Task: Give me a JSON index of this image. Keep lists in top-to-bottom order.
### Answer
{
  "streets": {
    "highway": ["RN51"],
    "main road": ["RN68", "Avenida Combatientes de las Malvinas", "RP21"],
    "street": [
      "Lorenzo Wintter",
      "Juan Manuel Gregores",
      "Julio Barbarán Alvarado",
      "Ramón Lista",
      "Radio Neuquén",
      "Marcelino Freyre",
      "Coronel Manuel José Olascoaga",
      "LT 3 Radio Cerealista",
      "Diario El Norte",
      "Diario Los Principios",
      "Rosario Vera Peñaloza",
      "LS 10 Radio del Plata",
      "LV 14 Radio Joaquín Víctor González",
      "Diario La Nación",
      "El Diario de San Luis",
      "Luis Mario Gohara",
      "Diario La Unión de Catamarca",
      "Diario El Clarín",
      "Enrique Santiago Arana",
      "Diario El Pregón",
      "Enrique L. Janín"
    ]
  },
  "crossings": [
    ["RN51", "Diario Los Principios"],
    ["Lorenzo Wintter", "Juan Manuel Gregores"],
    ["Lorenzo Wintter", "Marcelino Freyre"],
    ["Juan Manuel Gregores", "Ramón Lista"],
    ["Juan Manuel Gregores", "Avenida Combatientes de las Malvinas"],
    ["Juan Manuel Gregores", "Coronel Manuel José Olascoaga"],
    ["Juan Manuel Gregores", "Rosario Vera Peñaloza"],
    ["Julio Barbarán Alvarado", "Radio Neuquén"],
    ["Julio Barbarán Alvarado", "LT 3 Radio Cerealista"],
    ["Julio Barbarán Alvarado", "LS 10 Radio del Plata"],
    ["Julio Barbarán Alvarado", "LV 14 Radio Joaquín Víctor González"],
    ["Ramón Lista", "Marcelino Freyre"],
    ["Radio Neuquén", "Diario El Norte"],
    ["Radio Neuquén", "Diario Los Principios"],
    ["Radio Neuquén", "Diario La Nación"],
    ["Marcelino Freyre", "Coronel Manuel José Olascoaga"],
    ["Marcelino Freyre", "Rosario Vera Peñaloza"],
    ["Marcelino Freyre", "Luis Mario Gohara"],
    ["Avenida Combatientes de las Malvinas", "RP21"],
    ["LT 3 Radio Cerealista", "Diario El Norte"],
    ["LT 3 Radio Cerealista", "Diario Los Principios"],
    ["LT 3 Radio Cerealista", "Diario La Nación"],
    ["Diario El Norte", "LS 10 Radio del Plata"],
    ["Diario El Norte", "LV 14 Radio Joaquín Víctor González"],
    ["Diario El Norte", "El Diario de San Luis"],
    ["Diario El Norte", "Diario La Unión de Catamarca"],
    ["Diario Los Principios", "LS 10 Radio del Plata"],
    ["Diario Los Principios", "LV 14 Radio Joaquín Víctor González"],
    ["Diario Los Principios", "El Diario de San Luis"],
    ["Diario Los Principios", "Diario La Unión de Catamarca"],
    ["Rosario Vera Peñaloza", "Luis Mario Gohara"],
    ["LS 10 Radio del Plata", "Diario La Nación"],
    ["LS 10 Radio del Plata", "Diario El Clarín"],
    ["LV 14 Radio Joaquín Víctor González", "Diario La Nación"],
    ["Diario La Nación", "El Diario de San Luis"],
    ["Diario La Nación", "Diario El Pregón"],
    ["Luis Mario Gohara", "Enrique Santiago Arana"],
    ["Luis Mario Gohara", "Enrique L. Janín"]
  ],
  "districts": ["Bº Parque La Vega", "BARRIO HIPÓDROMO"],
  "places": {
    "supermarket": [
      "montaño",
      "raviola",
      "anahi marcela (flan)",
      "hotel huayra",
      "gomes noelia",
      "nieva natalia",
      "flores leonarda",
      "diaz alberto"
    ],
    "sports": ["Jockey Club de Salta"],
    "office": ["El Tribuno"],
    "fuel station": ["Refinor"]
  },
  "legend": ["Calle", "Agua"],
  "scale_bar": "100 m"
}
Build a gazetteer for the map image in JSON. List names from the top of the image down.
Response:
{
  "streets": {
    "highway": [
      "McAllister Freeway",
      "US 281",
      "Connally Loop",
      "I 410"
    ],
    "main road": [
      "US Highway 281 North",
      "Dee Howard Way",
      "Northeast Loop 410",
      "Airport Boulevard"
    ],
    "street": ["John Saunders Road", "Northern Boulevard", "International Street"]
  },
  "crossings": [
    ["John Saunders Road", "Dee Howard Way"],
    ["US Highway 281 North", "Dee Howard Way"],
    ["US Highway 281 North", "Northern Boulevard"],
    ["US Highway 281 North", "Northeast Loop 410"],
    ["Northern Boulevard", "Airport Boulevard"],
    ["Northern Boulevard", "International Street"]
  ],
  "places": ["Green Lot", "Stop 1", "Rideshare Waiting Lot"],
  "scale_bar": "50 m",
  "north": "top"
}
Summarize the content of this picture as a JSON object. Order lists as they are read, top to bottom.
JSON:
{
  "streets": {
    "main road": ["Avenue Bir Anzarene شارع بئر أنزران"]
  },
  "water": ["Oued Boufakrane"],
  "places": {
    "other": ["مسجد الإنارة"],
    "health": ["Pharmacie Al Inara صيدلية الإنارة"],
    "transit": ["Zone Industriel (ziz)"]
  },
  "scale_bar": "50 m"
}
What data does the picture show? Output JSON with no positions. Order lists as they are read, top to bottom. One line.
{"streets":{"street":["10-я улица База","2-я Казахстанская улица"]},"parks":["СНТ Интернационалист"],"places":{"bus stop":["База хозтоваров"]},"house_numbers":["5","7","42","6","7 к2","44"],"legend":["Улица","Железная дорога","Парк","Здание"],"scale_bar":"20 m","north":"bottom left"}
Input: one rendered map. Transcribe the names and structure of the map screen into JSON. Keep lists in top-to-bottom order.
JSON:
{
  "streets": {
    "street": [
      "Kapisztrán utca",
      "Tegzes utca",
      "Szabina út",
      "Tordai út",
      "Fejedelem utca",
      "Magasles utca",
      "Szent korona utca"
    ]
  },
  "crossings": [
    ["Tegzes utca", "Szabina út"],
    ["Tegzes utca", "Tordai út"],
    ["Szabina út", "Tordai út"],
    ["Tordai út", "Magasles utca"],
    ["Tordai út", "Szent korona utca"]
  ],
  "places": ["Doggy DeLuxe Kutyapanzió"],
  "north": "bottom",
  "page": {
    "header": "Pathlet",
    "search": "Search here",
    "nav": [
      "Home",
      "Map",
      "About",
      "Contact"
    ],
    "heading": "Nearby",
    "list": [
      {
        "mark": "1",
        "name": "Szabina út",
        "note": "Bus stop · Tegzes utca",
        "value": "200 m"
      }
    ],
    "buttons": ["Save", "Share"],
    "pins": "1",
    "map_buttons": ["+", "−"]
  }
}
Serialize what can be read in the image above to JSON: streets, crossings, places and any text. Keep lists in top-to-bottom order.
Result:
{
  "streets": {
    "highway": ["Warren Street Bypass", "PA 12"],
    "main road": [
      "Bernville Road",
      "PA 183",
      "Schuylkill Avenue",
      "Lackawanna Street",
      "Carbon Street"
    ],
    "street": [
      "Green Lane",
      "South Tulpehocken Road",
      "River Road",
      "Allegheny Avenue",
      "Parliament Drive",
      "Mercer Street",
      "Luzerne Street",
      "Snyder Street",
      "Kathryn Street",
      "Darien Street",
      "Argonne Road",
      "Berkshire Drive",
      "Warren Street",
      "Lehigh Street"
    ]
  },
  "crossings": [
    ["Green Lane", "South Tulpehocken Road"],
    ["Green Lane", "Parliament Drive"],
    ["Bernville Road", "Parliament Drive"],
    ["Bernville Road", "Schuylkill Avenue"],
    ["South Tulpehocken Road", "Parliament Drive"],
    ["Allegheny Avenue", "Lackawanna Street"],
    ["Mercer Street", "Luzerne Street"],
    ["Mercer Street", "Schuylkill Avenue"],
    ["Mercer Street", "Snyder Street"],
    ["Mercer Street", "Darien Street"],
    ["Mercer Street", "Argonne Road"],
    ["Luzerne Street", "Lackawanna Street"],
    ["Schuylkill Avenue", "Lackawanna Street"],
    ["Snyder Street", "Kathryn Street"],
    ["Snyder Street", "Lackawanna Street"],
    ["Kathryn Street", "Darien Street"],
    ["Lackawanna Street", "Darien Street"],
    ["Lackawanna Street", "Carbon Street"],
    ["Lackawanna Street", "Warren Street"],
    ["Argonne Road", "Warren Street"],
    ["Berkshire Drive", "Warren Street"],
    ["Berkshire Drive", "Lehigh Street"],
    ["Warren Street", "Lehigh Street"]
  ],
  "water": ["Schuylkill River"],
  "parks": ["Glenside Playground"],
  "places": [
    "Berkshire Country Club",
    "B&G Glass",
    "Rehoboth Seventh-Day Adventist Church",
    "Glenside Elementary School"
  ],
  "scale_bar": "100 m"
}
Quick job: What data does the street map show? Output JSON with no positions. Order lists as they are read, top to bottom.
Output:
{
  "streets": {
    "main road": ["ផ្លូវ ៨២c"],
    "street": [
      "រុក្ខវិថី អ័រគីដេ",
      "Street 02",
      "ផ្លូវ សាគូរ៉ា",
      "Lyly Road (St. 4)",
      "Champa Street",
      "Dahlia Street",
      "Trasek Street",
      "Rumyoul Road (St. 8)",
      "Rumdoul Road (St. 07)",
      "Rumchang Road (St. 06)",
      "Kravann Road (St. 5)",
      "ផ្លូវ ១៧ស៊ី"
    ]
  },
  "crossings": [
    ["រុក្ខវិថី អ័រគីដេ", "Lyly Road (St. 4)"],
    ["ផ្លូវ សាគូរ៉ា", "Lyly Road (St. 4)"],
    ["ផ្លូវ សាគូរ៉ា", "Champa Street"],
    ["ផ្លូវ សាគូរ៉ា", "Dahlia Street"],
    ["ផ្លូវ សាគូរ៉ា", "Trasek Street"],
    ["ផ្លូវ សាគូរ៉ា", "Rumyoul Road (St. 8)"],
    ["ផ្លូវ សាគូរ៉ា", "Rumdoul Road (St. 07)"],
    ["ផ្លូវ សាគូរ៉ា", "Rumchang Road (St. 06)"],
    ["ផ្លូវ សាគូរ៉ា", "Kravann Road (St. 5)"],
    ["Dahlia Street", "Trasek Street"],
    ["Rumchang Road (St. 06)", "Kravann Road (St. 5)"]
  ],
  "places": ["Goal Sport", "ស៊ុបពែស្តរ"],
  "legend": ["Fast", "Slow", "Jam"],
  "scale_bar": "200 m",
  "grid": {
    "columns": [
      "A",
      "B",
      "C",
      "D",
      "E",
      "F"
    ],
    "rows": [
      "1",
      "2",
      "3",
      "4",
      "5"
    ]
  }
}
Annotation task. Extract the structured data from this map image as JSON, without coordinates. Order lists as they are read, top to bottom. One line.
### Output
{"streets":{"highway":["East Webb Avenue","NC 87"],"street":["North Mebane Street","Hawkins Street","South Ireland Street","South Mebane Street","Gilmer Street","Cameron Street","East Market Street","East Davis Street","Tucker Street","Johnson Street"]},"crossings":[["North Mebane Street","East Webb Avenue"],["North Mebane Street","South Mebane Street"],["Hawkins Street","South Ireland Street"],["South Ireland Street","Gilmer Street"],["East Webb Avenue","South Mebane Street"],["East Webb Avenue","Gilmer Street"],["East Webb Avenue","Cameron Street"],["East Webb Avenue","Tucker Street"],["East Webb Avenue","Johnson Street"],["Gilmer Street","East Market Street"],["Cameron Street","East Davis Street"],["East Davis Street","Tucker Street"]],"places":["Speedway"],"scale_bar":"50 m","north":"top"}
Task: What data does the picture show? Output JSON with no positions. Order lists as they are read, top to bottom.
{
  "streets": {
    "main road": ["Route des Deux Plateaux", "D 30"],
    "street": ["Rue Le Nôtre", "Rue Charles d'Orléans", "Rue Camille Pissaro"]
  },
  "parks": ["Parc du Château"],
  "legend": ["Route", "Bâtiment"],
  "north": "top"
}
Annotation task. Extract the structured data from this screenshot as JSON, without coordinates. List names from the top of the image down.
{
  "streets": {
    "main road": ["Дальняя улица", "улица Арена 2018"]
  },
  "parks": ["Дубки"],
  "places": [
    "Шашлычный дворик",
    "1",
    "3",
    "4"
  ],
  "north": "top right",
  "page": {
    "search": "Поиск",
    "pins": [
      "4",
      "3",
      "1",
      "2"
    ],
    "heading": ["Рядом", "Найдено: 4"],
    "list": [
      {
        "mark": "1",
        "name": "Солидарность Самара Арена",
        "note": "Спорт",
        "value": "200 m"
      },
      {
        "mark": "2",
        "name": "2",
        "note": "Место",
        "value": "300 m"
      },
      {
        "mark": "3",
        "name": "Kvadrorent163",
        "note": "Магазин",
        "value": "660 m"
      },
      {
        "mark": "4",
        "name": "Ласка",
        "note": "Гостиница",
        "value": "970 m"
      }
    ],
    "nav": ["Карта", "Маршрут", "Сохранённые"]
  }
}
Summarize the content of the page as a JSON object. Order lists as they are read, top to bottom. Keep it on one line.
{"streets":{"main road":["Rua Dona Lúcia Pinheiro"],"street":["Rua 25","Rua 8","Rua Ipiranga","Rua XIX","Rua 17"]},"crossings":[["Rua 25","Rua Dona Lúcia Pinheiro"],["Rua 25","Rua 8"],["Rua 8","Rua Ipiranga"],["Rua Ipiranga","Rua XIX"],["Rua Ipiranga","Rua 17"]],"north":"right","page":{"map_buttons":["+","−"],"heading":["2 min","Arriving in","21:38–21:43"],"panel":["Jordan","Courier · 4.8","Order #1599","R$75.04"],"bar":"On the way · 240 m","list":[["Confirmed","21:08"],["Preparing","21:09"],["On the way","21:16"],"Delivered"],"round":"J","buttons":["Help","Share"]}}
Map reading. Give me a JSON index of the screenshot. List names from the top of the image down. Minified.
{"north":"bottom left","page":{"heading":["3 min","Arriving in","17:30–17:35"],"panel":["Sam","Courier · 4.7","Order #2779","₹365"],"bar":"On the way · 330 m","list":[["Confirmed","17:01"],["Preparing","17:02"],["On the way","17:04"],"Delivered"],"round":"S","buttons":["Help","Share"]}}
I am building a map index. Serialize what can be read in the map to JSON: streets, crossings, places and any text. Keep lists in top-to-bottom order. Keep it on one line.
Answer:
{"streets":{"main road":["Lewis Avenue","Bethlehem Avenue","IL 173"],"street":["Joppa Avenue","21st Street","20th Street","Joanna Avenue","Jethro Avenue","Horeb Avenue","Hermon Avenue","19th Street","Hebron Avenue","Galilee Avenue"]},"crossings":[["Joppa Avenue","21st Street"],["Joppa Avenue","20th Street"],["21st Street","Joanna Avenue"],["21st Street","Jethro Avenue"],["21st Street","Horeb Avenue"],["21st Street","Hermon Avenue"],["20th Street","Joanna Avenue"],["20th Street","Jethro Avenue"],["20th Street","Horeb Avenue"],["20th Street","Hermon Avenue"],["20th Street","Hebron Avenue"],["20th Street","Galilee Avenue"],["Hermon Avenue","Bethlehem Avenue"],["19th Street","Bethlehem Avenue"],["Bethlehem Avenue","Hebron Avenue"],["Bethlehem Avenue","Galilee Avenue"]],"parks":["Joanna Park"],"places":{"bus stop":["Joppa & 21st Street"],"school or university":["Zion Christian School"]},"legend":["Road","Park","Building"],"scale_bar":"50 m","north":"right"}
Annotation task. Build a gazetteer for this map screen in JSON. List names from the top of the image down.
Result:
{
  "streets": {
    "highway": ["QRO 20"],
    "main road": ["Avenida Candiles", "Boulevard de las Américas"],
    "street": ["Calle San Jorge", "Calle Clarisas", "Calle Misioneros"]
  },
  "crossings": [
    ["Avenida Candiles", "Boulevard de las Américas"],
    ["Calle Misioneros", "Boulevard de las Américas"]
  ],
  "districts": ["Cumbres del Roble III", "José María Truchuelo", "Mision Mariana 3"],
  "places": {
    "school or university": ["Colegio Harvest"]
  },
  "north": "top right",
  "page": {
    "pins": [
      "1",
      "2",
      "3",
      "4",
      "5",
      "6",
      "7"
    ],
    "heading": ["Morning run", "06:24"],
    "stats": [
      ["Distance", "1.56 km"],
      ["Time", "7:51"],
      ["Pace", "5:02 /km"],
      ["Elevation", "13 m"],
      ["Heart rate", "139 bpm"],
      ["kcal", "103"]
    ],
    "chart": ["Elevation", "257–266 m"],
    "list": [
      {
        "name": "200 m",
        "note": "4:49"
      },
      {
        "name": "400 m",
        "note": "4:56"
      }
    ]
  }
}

What the task asks =>
Where does the string "International" appear in the records above? Return every line that holds it.

Result of the task =>
    "street": ["John Saunders Road", "Northern Boulevard", "International Street"]
    ["Northern Boulevard", "International Street"]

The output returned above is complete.